▸ **Task data**:
+===+

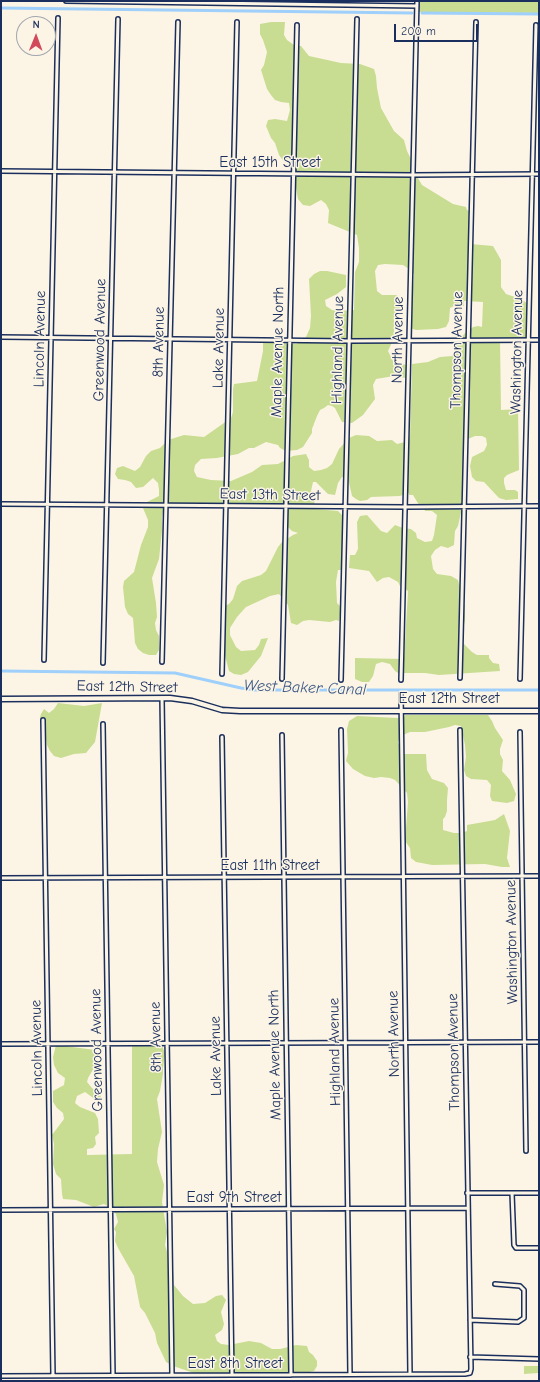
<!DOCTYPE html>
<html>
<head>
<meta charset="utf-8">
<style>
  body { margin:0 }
  #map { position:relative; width:540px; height:1382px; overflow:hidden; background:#fcf5e5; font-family:"Comic Neue",sans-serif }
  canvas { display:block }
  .frame { position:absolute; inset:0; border:2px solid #1b2f5e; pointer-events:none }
  .north { position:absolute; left:16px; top:16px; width:40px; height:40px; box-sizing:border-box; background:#fcf5e5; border:1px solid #a2a6af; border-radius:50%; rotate:1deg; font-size:11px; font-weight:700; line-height:16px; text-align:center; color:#1b2f5e }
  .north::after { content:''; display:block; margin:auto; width:14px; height:18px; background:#d1495b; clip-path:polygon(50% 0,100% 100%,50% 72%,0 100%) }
  .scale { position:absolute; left:394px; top:24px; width:84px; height:18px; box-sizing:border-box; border:2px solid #1b2f5e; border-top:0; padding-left:5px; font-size:12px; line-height:14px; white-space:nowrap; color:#1b2f5e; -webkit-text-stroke:3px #fcf5e5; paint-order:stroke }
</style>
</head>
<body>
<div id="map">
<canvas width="540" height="1382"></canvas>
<div class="frame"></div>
<div class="north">N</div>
<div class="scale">200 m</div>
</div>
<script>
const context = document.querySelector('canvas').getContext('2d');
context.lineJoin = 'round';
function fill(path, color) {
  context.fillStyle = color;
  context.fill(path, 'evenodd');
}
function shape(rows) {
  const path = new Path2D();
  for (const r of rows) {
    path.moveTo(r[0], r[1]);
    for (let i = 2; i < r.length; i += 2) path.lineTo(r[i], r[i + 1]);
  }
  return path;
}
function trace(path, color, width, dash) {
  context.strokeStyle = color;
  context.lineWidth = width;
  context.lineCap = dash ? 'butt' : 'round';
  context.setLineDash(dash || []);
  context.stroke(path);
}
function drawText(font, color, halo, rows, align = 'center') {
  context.font = font + ' "Comic Neue",sans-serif';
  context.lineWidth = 3;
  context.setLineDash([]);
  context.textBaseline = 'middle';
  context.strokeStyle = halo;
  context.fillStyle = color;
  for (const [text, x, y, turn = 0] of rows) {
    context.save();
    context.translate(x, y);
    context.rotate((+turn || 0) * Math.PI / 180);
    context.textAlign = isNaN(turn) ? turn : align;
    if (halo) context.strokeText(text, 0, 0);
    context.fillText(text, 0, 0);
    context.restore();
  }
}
fill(shape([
  [418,1,539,1,539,13,418,12],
  [271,22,285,22,284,35,287,40,294,45,301,46,309,56,341,63,360,64,374,69,376,76,377,88,381,108,394,131,404,140,407,151,412,161,415,173,422,185,453,204,466,207,467,210,471,212,471,244,493,246,501,260,501,287,506,294,521,299,528,304,528,342,500,340,501,410,518,409,519,470,507,475,504,478,504,483,506,490,515,490,518,492,518,499,506,500,499,498,484,482,476,481,472,477,470,466,472,457,484,451,487,445,486,438,482,436,475,436,468,439,465,444,465,447,463,503,458,526,455,531,454,545,448,548,441,546,435,550,431,556,433,569,437,574,451,576,458,580,460,588,459,603,465,605,465,620,462,633,462,642,472,652,477,655,489,655,489,658,493,663,499,664,500,671,439,675,425,673,398,673,395,671,390,664,382,662,376,664,373,676,369,682,362,682,355,679,355,658,404,659,408,591,400,586,398,582,389,577,383,578,377,582,369,571,349,568,350,555,355,555,358,549,357,522,360,516,367,515,381,531,387,533,395,525,403,528,411,529,416,533,417,538,425,542,432,541,434,535,437,515,432,511,425,511,423,505,419,505,413,495,409,495,409,493,400,496,371,497,367,500,360,501,356,499,352,496,348,478,345,476,345,477,342,477,338,483,335,495,328,494,316,482,313,482,311,491,314,497,315,509,338,511,343,516,342,536,344,548,342,570,338,570,336,582,337,603,341,607,339,621,336,620,330,622,309,620,303,621,297,625,291,623,288,605,279,594,270,596,246,607,237,617,230,628,230,635,236,647,241,651,255,650,259,645,261,639,268,638,261,656,248,672,241,675,234,674,229,671,224,652,224,606,229,604,233,599,237,586,242,581,261,575,266,571,278,547,282,542,293,535,298,533,292,531,287,526,285,518,285,508,280,506,166,506,163,512,162,518,162,531,159,559,152,578,156,603,157,617,155,623,156,630,159,636,159,650,156,655,149,655,143,653,138,649,135,643,133,618,128,614,125,607,123,587,124,581,134,572,141,545,148,527,148,520,143,508,147,502,159,496,159,490,158,483,153,478,143,487,136,488,131,482,125,480,118,479,115,474,117,468,123,466,135,471,140,467,146,456,151,451,160,448,168,440,184,435,204,437,231,418,233,412,233,389,234,384,257,381,263,351,263,341,281,341,296,344,302,341,306,337,310,328,311,316,309,279,314,274,320,271,327,271,346,275,346,287,337,294,325,300,326,306,332,310,339,311,354,310,355,272,359,262,359,248,357,235,328,223,329,210,326,204,321,200,310,206,303,205,298,199,292,165,284,162,279,155,275,143,271,138,266,126,268,120,275,119,287,121,290,110,289,103,281,102,275,100,271,95,267,89,261,70,264,65,267,52,263,40,260,34,260,24],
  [385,264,403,265,409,269,414,274,412,303,409,315,410,328,416,330,438,329,446,327,449,321,450,308,456,305,464,306,464,301,483,302,482,327,478,326,473,327,465,333,458,342,452,356,440,357,428,362,412,364,410,436,405,442,397,444,392,440,377,441,369,436,356,435,349,438,339,449,332,464,327,468,321,470,314,471,309,467,309,460,306,454,293,456,278,464,262,465,252,472,231,481,211,480,197,477,194,471,195,465,201,459,217,458,238,454,249,448,254,448,266,442,278,445,280,448,286,451,297,450,303,447,312,433,312,429,317,416,320,410,324,408,328,405,332,406,335,408,342,422,352,423,363,415,375,399,373,385,376,379,394,376,406,378,406,365,393,361,388,351,394,338,394,318,401,306,401,299,396,295,382,295,377,291,375,271,378,265],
  [58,703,84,706,102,703,95,742,86,753,74,754,61,758,54,756,50,751,47,745,45,732,45,725,43,718,40,718,41,714,44,709,49,713,54,709],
  [405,715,488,715,492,721,495,728,503,740,500,749,500,754,503,760,502,771,510,780,516,794,514,801,507,803,492,801,490,796,491,785,487,780,471,779,466,776,464,770,466,757,465,745,461,726,455,725,449,727,425,732,410,732,403,735,398,742,401,750,404,754,426,754,427,770,432,779,444,783,448,788,447,800,447,811,445,817,443,819,443,830,454,833,462,833,467,831,467,825,495,820,504,814,510,831,507,858,510,867,502,867,485,864,432,865,416,862,411,858,410,848,405,841,408,802,407,793,395,780,390,778,381,777,374,778,365,776,353,769,346,761,348,753,347,729,349,721,357,716,398,718,404,717],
  [56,1045,96,1050,97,1063,88,1078,87,1082,92,1088,100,1094,101,1098,96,1100,85,1092,77,1096,75,1103,80,1107,95,1113,98,1119,99,1133,95,1137,96,1144,93,1148,87,1149,87,1155,132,1154,132,1045,162,1046,165,1053,163,1068,163,1074,160,1091,157,1099,162,1132,158,1149,157,1162,164,1185,162,1202,167,1232,165,1245,173,1271,174,1285,183,1296,193,1304,205,1303,216,1296,222,1295,226,1300,221,1312,224,1324,222,1330,215,1335,217,1341,221,1344,229,1345,249,1341,261,1343,272,1349,280,1349,296,1345,307,1346,309,1352,313,1355,317,1361,317,1366,314,1371,301,1374,194,1373,173,1366,166,1362,157,1343,155,1333,145,1313,140,1307,134,1276,118,1248,115,1241,116,1232,114,1229,118,1222,116,1214,109,1207,104,1204,94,1207,76,1200,63,1199,62,1194,61,1179,56,1174,53,1164,54,1144,52,1135,64,1119,63,1113,57,1108,53,1102,53,1091,64,1085,65,1078,58,1073,54,1065,53,1057],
  [524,1366,539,1366,539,1373,524,1374]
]), '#c8dd92');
trace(shape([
  [1,8,412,13],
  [422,13,539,14],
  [1,671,175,673,241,688,255,690,539,690]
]), '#9fcffb', 3);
const minor = shape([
  [66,1,417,6],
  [1,171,413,175,539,174],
  [1,337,349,341,539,340],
  [1,504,405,507,539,506],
  [44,660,58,18],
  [162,662,178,22],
  [103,663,118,19],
  [222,674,237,22],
  [460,678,476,22],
  [282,679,297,25],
  [520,679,536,25],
  [341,680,357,19],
  [401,680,417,1],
  [401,694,410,1374],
  [162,698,172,1375],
  [43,720,53,1376],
  [103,724,113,1375],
  [341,730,350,1374],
  [520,732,526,1151],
  [282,735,291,1375],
  [222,737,232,1375],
  [1,878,539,876],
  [1,1044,539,1042],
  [467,1193,539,1193],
  [512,1193,514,1245,516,1248,539,1248],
  [1,1210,467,1208],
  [470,1320,518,1322,524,1318,524,1290,520,1286,495,1284],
  [470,1357,539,1359],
  [1,1376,465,1374,470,1373,471,1369,460,730]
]);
const tertiary = shape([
  [1,699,170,698,192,701,222,710,240,711,539,711]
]);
trace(minor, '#1b2f5e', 6);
trace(tertiary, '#1b2f5e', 7);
trace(minor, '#fcf5e5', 3);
trace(tertiary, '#fcf5e5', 4);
drawText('15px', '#1b2f5e', '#fcf5e5', [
  ["East 15th Street",270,163],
  ["Lincoln Avenue",40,339,-89],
  ["Greenwood Avenue",100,340,-89],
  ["North Avenue",398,340,-89],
  ["8th Avenue",159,342,-89],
  ["Lake Avenue",219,348,-89],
  ["Highland Avenue",338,350,-89],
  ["Thompson Avenue",457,350,-89],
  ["Maple Avenue North",278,352,-89],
  ["Washington Avenue",517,352,-89],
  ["East 13th Street",270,495,1],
  ["East 12th Street",127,687,1],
  ["East 12th Street",449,699],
  ["East 11th Street",270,866],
  ["Washington Avenue",512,942,-91],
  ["North Avenue",394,1034,-91],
  ["8th Avenue",156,1037,-91],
  ["Lincoln Avenue",37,1048,-91],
  ["Greenwood Avenue",97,1050,-91],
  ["Highland Avenue",335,1052,-91],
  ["Thompson Avenue",454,1052,-91],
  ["Maple Avenue North",275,1055,-91],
  ["Lake Avenue",216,1056,-91],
  ["East 9th Street",234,1198],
  ["East 8th Street",235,1364]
]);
drawText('italic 16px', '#3c5785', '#fcf5e5', [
  ["West Baker Canal",305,688,2]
]);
</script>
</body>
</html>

+===+

▸ **About this task**: Only a number is required here: the count of lines in these entries that hold "halo".

▸ **Output**: 3